Ao mesmo tempo, de acordo com a Organização das Nações Unidas para Alimentação e Agricultura (FAO), atualmente, há mais de 800 milhões de pessoas enfrentando fome e sofrendo de desnutrição em todo o mundo. Contraditório, não? As pessoas estão passando fome e, ao mesmo tempo, os alimentos são desperdiçados.

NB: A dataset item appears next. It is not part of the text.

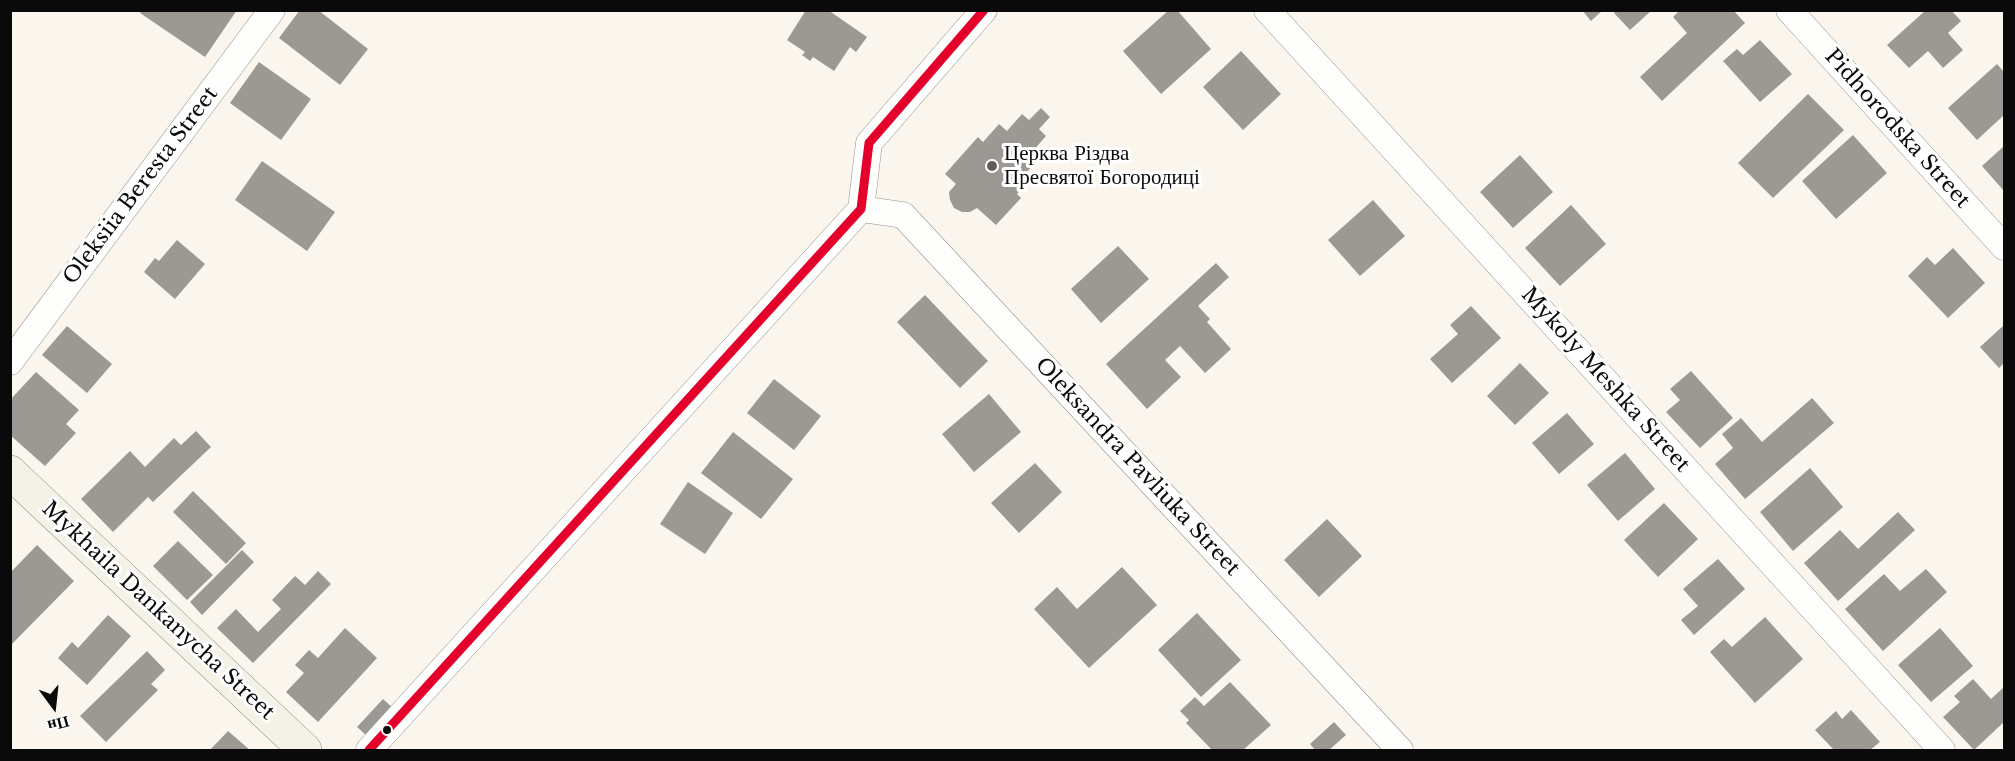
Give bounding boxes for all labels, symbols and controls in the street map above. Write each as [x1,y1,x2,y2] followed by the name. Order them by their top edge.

Não há como negar que o desperdício de alimentos é um dos maiores problemas ambientais da atualidade. É uma questão não apenas prevalente nas nações ricas e desenvolvidas, mas que ocorre em todas as partes do mundo. 

A seguir, vamos entender como esse problema acontece, suas consequências e estratégias para mudar essa realidade.

O que é o desperdício de alimentos?

O desperdício de alimentos pode ser caracterizado como a comida destinada ao consumo humano que é perdida ou descartada sem o aproveitamento correto.

Ele se refere não só a alimentos que os consumidores não terminam em restaurantes e são jogados fora em casa, mas também a matérias-primas e produtos agrícolas perdidos na fase de cultivo, colheita, transporte e armazenamento.

Qual é a quantidade de alimentos desperdiçada no Brasil?

Por ano, no Brasil, descartamos 26,3 milhões de toneladas de alimentos, enquanto 14 milhões de brasileiros sofrem com a fome. Este volume desperdiçado poderia suprir as necessidades nutricionais de 11 milhões de pessoas.

Estima-se que uma família brasileira média desperdice quase 130 kg de comida por ano, com uma média de 41,6 kg por pessoa. E os alimentos que mais são descartados, em termos percentuais, são arroz (22%), carne bovina (20%), feijão (16%) e frango (15%). Note que são os ingredientes característicos do nosso prato feito tradicional.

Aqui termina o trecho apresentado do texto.